PLoS One. 2020 Feb 12;15(2):e0228728. doi: 10.1371/journal.pone.0228728. eCollection 2020.
Comparison of graph structure is a ubiquitous task in data analysis and machine learning, with diverse applications in fields such as neuroscience, cyber security, social network analysis, and bioinformatics, among others. Discovery and comparison of structures such as modular communities, rich clubs, hubs, and trees yield insight into the generative mechanisms and functional properties of the graph. Often, two graphs are compared via a pairwise distance measure, with a small distance indicating structural similarity and vice versa. Common choices include spectral distances and distances based on node affinities. However, there has of yet been no comparative study of the efficacy of these distance measures in discerning between common graph topologies at different structural scales. In this work, we compare commonly used graph metrics and distance measures, and demonstrate their ability to discern between common topological features found in both random graph models and real world networks. We put forward a multi-scale picture of graph structure wherein we study the effect of global and local structures on changes in distance measures. We make recommendations on the applicability of different distance measures to the analysis of empirical graph data based on this multi-scale view. Finally, we introduce the Python library NetComp that implements the graph distances used in this work.
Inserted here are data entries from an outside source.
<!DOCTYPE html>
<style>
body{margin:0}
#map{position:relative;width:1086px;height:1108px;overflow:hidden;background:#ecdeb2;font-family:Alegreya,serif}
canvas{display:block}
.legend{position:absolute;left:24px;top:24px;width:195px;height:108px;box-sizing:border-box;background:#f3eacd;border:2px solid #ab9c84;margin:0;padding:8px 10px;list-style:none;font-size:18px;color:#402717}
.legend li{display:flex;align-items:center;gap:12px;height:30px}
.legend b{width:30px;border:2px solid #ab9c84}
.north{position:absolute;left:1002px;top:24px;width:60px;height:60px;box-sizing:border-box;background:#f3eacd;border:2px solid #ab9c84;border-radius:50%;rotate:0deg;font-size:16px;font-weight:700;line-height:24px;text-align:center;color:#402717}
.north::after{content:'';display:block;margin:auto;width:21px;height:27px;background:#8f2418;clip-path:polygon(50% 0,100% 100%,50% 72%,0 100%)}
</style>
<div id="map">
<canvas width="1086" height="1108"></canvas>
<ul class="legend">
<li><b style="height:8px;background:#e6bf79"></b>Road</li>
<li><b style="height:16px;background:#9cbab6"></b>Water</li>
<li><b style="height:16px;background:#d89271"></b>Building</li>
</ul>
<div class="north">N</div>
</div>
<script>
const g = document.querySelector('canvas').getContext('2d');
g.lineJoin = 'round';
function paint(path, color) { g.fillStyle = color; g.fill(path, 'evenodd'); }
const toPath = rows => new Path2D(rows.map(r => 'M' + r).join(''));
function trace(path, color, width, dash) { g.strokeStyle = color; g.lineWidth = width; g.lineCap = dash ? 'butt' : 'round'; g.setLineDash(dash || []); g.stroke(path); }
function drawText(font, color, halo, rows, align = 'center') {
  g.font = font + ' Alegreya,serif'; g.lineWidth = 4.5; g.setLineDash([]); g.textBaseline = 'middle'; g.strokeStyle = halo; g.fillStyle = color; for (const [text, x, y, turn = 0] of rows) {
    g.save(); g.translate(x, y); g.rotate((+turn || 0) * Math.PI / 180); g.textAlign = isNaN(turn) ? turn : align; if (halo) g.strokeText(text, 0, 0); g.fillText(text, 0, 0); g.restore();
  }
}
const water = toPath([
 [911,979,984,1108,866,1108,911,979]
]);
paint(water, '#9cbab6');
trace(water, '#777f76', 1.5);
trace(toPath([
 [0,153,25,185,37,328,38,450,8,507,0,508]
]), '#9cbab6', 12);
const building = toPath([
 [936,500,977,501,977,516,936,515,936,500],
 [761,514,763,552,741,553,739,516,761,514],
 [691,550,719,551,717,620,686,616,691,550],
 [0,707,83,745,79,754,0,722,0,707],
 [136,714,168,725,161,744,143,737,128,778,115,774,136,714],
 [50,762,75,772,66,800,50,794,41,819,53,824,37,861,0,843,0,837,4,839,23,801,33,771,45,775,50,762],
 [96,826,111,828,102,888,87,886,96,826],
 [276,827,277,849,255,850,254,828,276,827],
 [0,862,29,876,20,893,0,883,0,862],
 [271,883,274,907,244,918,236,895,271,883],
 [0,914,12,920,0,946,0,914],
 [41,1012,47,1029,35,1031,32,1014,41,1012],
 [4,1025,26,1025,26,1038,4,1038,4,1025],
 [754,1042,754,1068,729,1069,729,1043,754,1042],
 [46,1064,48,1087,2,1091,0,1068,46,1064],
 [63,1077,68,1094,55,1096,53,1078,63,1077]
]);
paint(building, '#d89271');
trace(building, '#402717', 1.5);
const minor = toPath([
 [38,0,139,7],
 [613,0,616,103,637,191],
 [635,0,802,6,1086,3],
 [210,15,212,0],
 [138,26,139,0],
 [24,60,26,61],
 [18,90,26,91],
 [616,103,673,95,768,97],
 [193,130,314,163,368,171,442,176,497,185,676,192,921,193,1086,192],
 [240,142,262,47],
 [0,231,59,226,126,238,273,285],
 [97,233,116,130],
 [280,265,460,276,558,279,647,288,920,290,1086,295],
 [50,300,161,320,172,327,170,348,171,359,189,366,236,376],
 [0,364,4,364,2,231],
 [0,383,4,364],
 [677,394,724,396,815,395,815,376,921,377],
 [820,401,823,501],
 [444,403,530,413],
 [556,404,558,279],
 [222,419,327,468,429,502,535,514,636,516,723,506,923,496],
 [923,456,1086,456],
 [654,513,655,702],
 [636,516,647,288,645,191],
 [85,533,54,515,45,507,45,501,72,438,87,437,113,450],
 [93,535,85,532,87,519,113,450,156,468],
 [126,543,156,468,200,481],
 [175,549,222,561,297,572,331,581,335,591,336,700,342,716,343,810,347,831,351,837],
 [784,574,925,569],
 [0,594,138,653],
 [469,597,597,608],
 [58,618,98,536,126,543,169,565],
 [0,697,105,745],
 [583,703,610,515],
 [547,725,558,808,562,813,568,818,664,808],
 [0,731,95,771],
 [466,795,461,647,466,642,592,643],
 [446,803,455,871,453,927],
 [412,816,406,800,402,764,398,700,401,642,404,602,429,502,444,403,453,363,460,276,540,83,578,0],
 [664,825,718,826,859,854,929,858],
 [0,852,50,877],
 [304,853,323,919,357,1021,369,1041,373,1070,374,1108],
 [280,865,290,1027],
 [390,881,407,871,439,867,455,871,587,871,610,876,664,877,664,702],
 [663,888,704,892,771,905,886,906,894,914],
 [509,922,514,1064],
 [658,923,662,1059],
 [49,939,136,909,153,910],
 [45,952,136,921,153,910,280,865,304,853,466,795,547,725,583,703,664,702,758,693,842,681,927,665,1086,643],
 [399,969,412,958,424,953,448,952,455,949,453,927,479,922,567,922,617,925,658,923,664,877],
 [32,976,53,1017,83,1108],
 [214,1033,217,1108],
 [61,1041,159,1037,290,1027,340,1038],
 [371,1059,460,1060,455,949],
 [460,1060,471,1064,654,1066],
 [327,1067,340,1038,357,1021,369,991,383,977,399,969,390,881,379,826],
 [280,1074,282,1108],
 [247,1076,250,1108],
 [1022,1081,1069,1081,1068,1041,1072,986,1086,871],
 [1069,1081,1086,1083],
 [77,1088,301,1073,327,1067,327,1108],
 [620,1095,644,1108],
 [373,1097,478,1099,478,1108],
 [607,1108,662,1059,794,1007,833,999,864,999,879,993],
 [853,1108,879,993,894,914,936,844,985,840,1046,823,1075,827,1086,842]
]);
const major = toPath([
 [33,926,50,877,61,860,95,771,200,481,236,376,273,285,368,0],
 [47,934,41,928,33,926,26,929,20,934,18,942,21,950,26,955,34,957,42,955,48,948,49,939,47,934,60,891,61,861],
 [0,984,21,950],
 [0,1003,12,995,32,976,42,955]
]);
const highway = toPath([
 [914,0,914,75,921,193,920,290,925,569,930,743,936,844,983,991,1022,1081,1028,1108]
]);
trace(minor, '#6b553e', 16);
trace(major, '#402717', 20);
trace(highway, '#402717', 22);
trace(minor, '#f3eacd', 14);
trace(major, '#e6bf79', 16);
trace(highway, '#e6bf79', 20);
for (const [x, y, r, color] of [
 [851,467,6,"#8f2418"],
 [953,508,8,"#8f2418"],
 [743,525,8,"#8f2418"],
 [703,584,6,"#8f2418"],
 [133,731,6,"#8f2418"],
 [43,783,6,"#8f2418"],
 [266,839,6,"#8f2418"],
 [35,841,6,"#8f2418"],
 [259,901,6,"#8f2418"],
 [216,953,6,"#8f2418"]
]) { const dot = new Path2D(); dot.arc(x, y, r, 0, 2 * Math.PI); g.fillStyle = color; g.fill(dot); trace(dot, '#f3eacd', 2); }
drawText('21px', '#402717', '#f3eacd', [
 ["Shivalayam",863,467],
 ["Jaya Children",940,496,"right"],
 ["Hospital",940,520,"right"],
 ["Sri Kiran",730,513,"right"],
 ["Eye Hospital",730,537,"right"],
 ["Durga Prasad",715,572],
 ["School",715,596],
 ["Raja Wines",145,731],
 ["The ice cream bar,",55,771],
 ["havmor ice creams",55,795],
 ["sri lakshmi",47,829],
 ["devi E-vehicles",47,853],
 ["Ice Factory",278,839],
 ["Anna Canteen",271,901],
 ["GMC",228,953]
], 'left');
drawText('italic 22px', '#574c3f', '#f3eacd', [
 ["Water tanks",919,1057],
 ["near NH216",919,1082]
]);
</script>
图结构的比较是数据分析和机器学习中的一项普遍任务,在神经科学、网络安全、社交网络分析和生物信息学等领域有多种应用。发现和比较模块社区、富连社区、枢纽和树等结构,可以深入了解图的生成机制和功能特性。通常,通过成对距离度量来比较两个图,距离小表示结构相似,反之亦然。常见的选择包括谱距离和基于节点亲和力的距离。然而,到目前为止,还没有对这些距离度量在辨别不同结构尺度下常见图拓扑的功效进行比较研究。在这项工作中,我们比较了常用的图度量和距离度量,并展示了它们在辨别随机图模型和真实世界网络中常见拓扑特征方面的能力。我们提出了一个图结构的多尺度图像,在这个图像中我们研究全局和局部结构对距离度量变化的影响。基于这种多尺度视图,我们对不同距离度量在分析经验图数据中的适用性提出了建议。最后,我们引入了 Python 库 NetComp,它实现了这项工作中使用的图距离。